Role of Lower GI Endoscopy (Colonoscopy & Sigmoidoscopy) in Surgical Practice
1. Diagnostic Applications
• Colorectal Cancer Screening: Essential for early detection and biopsy of polyps or suspicious lesions.
• Inflammatory Bowel Disease (IBD): Helps in diagnosing Crohn’s disease and ulcerative colitis, guiding medical or surgical treatment.
• Diverticular Disease: Evaluates diverticulosis and potential complications like diverticulitis or strictures before surgery.
• Lower GI Bleeding: Identifies and treats sources such as angiodysplasia, polyps, or rectal varices.

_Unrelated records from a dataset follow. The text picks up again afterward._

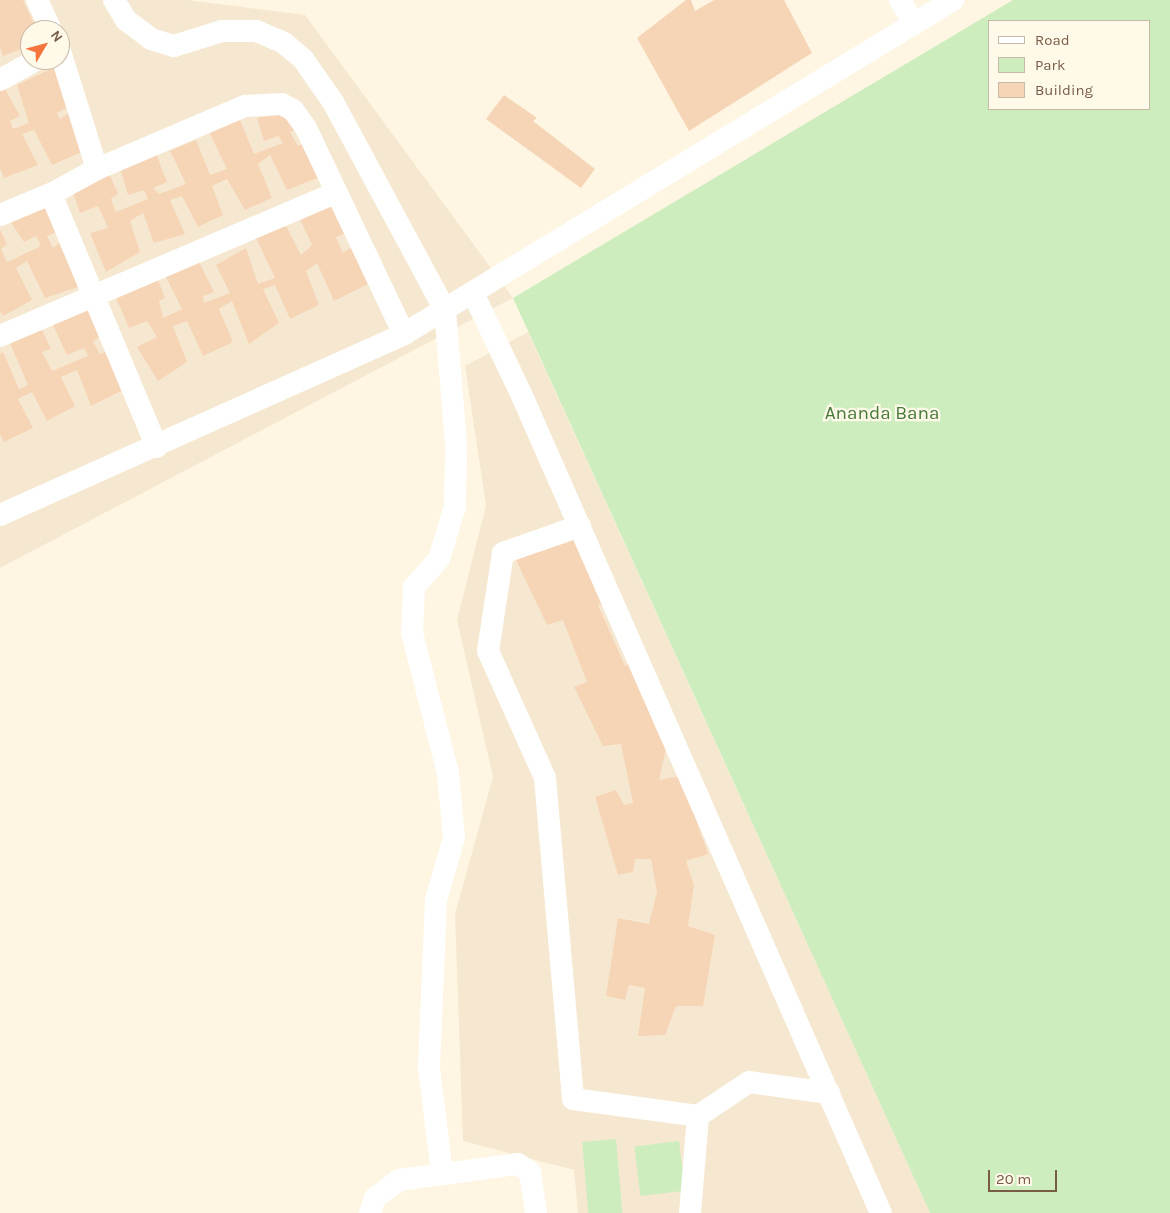 <!DOCTYPE html>
<html>
<head>
<meta charset="utf-8">
<style>
	body { margin:0 }
	#map { position:relative; width:1170px; height:1213px; overflow:hidden; background:#fef6e2; font-family:Karla,sans-serif }
	div>[style] { position:absolute }
	.residential>* { inset:0; background:#f6e8d0 }
	.green>* { inset:0; background:#ceedbf; transform-origin:0 0 }
	.building>* { inset:0; background:#f6d5b7 }
	.minor>* { height:22px; margin:-11px; padding:0 11px; transform-origin:11px; border-radius:11px; background:#fff }
	span { translate:-50% -50%; white-space:nowrap; text-align:center; line-height:1.15; -webkit-text-stroke:4.5px #fff9ea; paint-order:stroke }
	.park-label { font-size:19px; color:#477a3b }
	.legend { position:absolute; left:988px; top:20px; width:162px; height:90px; box-sizing:border-box; background:#fff9ea; border:1px solid #c9baa8; margin:0; padding:6px 9px; list-style:none; font-size:15px; color:#785c46 }
	.legend li { display:flex; align-items:center; gap:10px; height:25px }
	.legend b { width:25px; border:1px solid #c9baa8 }
	.north { position:absolute; left:20px; top:20px; width:50px; height:50px; box-sizing:border-box; background:#fff9ea; border:1px solid #c9baa8; border-radius:50%; rotate:53deg; font-size:14px; font-weight:700; line-height:20px; text-align:center; color:#785c46 }
	.north::after { content:''; display:block; margin:auto; width:18px; height:22px; background:#f3743c; clip-path:polygon(50% 0,100% 100%,50% 72%,0 100%) }
	.scale { position:absolute; left:988px; top:1170px; width:69px; height:22px; box-sizing:border-box; border:2px solid #785c46; border-top:0; padding-left:6px; font-size:15px; line-height:18px; white-space:nowrap; color:#785c46; -webkit-text-stroke:4px #fff9ea; paint-order:stroke }
</style>
</head>
<body>
<div id="map">
	<div class="residential">
		<div style="clip-path:polygon(evenodd,0 0,187px 0,305px 15px,513px 298px,0 568px,0 0,30px 30px,60px 30px,60px 60px,30px 60px,30px 30px)"></div>
		<div style="clip-path:polygon(528px 332px,930px 1213px,578px 1213px,574px 1170px,463px 1141px,455px 914px,493px 777px,457px 620px,486px 506px,465px 366px)"></div>
	</div>
	<div class="green">
		<div style="clip-path:polygon(evenodd,1013px 0,1170px 0,1170px 1213px,930px 1213px,513px 298px,1013px 0,989px 21px,1149px 21px,1149px 109px,989px 109px,989px 21px)"></div>
		<div style="left:616px;top:1139px;width:74px;height:34px;rotate:85deg"></div>
		<div style="left:679px;top:1141px;width:50px;height:45px;rotate:83deg"></div>
	</div>
	<div class="building">
		<div style="clip-path:polygon(0 0,23px 0,37px 30px,30px 30px,30px 46px,3px 56px,0 47px)"></div>
		<div style="clip-path:polygon(686px 0,691px 0,695px 11px,714px 0,784px 0,812px 53px,689px 131px,637px 38px)"></div>
		<div style="clip-path:polygon(57px 66px,71px 106px,57px 113px,60px 119px,71px 112px,86px 150px,52px 165px,34px 130px,22px 134px,38px 165px,4px 178px,0 168px,0 89px,4px 87px,20px 116px,10px 121px,13px 129px,29px 123px,17px 85px)"></div>
		<div style="clip-path:polygon(504px 95px,537px 118px,533px 121px,595px 169px,581px 188px,486px 119px)"></div>
		<div style="clip-path:polygon(288px 113px,298px 129px,290px 132px,298px 146px,305px 142px,322px 176px,287px 190px,270px 155px,258px 164px,272px 198px,245px 210px,227px 179px,212px 186px,223px 215px,198px 227px,182px 196px,170px 200px,185px 234px,154px 243px,143px 213px,130px 221px,140px 252px,106px 272px,90px 233px,108px 228px,98px 206px,80px 213px,72px 190px,109px 173px,118px 194px,111px 199px,116px 212px,148px 199px,144px 190px,128px 195px,120px 168px,155px 151px,167px 182px,153px 188px,159px 194px,186px 184px,170px 151px,196px 140px,210px 175px,227px 169px,208px 130px,238px 115px,254px 154px,283px 143px,278px 136px,264px 141px,257px 118px)"></div>
		<div style="clip-path:polygon(333px 201px,351px 231px,336px 237px,343px 253px,352px 247px,370px 283px,334px 301px,317px 263px,306px 271px,319px 305px,290px 319px,275px 285px,263px 289px,279px 323px,249px 344px,232px 301px,219px 309px,233px 342px,203px 356px,187px 321px,173px 326px,187px 362px,158px 381px,137px 347px,157px 337px,147px 321px,129px 328px,115px 296px,157px 277px,165px 298px,159px 301px,163px 318px,182px 309px,164px 273px,198px 260px,214px 292px,203px 296px,204px 303px,230px 293px,216px 265px,246px 248px,258px 284px,275px 278px,255px 236px,284px 222px,301px 255px,312px 245px,299px 217px)"></div>
		<div style="clip-path:polygon(48px 207px,57px 232px,47px 236px,53px 248px,59px 243px,78px 287px,45px 298px,27px 261px,16px 268px,32px 300px,3px 316px,0 311px,0 229px,7px 244px,1px 249px,7px 262px,41px 246px,36px 236px,24px 242px,10px 221px)"></div>
		<div style="clip-path:polygon(91px 307px,101px 336px,93px 342px,100px 354px,107px 351px,123px 390px,91px 406px,77px 370px,61px 377px,75px 406px,47px 421px,32px 392px,18px 399px,33px 428px,4px 442px,0 434px,0 354px,3px 352px,19px 389px,28px 385px,10px 343px,42px 330px,51px 349px,42px 352px,52px 371px,88px 356px,84px 348px,67px 355px,51px 321px)"></div>
		<div style="clip-path:polygon(575px 535px,607px 604px,598px 605px,625px 666px,632px 662px,665px 722px,655px 726px,666px 749px,659px 780px,681px 776px,708px 854px,686px 861px,694px 885px,688px 926px,715px 935px,703px 1006px,676px 1006px,665px 1035px,638px 1036px,645px 988px,629px 985px,625px 1000px,606px 996px,618px 918px,649px 924px,657px 892px,651px 859px,635px 859px,633px 872px,618px 875px,595px 797px,616px 790px,624px 805px,633px 803px,621px 744px,603px 746px,574px 687px,587px 682px,563px 620px,547px 625px,515px 558px)"></div>
	</div>
	<div class="minor">
		<div style="left:37px;top:0;width:33px;rotate:65deg"></div>
		<div style="left:114px;top:0;width:23px;rotate:59deg"></div>
		<div style="left:126px;top:20px;width:31px;rotate:37deg"></div>
		<div style="left:151px;top:39px;width:24px;rotate:17deg"></div>
		<div style="left:174px;top:46px;width:50px;rotate:-17.4deg"></div>
		<div style="left:222px;top:31px;width:34px"></div>
		<div style="left:256px;top:31px;width:30px;rotate:23deg"></div>
		<div style="left:284px;top:43px;width:25px;rotate:40deg"></div>
		<div style="left:303px;top:59px;width:52px;rotate:55.1deg"></div>
		<div style="left:333px;top:102px;width:236px;rotate:61.7deg"></div>
		<div style="left:445px;top:310px;width:135px;rotate:85.3deg"></div>
		<div style="left:456px;top:445px;width:61px;rotate:90.9deg"></div>
		<div style="left:455px;top:506px;width:55px;rotate:106.8deg"></div>
		<div style="left:439px;top:559px;width:38px;rotate:132deg"></div>
		<div style="left:414px;top:587px;width:46px;rotate:92.5deg"></div>
		<div style="left:412px;top:633px;width:145px;rotate:75.6deg"></div>
		<div style="left:448px;top:773px;width:65px;rotate:84.7deg"></div>
		<div style="left:454px;top:838px;width:65px;rotate:106.2deg"></div>
		<div style="left:436px;top:900px;width:168px;rotate:92.4deg"></div>
		<div style="left:429px;top:1068px;width:107px;rotate:83deg"></div>
		<div style="left:900px;top:0;width:28px;rotate:60deg"></div>
		<div style="left:60px;top:51px;width:124px;rotate:72.6deg"></div>
		<div style="left:97px;top:169px;width:52px;rotate:151.5deg"></div>
		<div style="left:51px;top:194px;width:274px;rotate:67.3deg"></div>
		<div style="left:0;top:80px;width:41px;rotate:-29.1deg"></div>
		<div style="left:97px;top:169px;width:161px;rotate:-23.1deg"></div>
		<div style="left:245px;top:106px;width:37px;rotate:-3deg"></div>
		<div style="left:282px;top:104px;width:13px;rotate:29deg"></div>
		<div style="left:293px;top:110px;width:22px;rotate:54deg"></div>
		<div style="left:306px;top:128px;width:228px;rotate:64.6deg"></div>
		<div style="left:0;top:215px;width:55px;rotate:-22.4deg"></div>
		<div style="left:473px;top:293px;width:116px;rotate:64.5deg"></div>
		<div style="left:523px;top:398px;width:890px;rotate:66.29deg"></div>
		<div style="left:0;top:336px;width:366px;rotate:-23.1deg"></div>
		<div style="left:0;top:515px;width:443px;rotate:-24.1deg"></div>
		<div style="left:404px;top:334px;width:643px;rotate:-31.32deg"></div>
		<div style="left:580px;top:526px;width:82px;rotate:160.7deg"></div>
		<div style="left:503px;top:553px;width:99px;rotate:98.7deg"></div>
		<div style="left:488px;top:651px;width:139px;rotate:65.8deg"></div>
		<div style="left:545px;top:778px;width:322px;rotate:85deg"></div>
		<div style="left:573px;top:1099px;width:126px;rotate:7.7deg"></div>
		<div style="left:698px;top:1116px;width:61px;rotate:-33.7deg"></div>
		<div style="left:749px;top:1082px;width:81px;rotate:7.8deg"></div>
		<div style="left:370px;top:1213px;width:16px;rotate:-72deg"></div>
		<div style="left:375px;top:1198px;width:30px;rotate:-37deg"></div>
		<div style="left:399px;top:1180px;width:120px;rotate:-7.7deg"></div>
		<div style="left:518px;top:1164px;width:14px;rotate:34deg"></div>
		<div style="left:530px;top:1172px;width:41px;rotate:81.7deg"></div>
		<div style="left:690px;top:1213px;width:97px;rotate:-85.3deg"></div>
	</div>
	<div class="park-label">
		<span style="left:882px;top:414px">Ananda Bana</span>
	</div>
	<ul class="legend">
	<li><b style="height:6px;background:#fff"></b>Road</li>
	<li><b style="height:14px;background:#ceedbf"></b>Park</li>
	<li><b style="height:14px;background:#f6d5b7"></b>Building</li>
	</ul>
	<div class="north">N</div>
	<div class="scale">20 m</div>
</div>
</body>
</html>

2. Therapeutic Applications
• Polypectomy and Mucosal Resection: Reduces the risk of colorectal cancer and eliminates the need for extensive surgical resection in early lesions.
• Endoscopic Hemostasis: Controls bleeding diverticula, angiodysplasia, or post-polypectomy hemorrhage.
• Colonic Stenting: Used in malignant obstructions to delay or avoid emergency surgery.
• Dilation of Colonic Strictures: Prevents colostomy or major resection in benign strictures.
3. Postoperative Surveillance
• Follow-up after Colorectal Surgery: Ensures anastomotic integrity and early recurrence detection.
• Surveillance in IBD Patients: Monitors for dysplasia or complications after subtotal colectomy or segmental resection.
Conclusion
Upper and lower GI endoscopy have become indispensable tools in modern surgical practice, offering early diagnosis, minimally invasive treatment, and postoperative surveillance. Their integration into surgical workflows has reduced morbidity, improved patient outcomes, and minimized the need for extensive surgical interventions. As endoscopic technologies continue to evolve, their role in surgery will further expand, enhancing patient care and broadening the scope of minimally invasive therapies.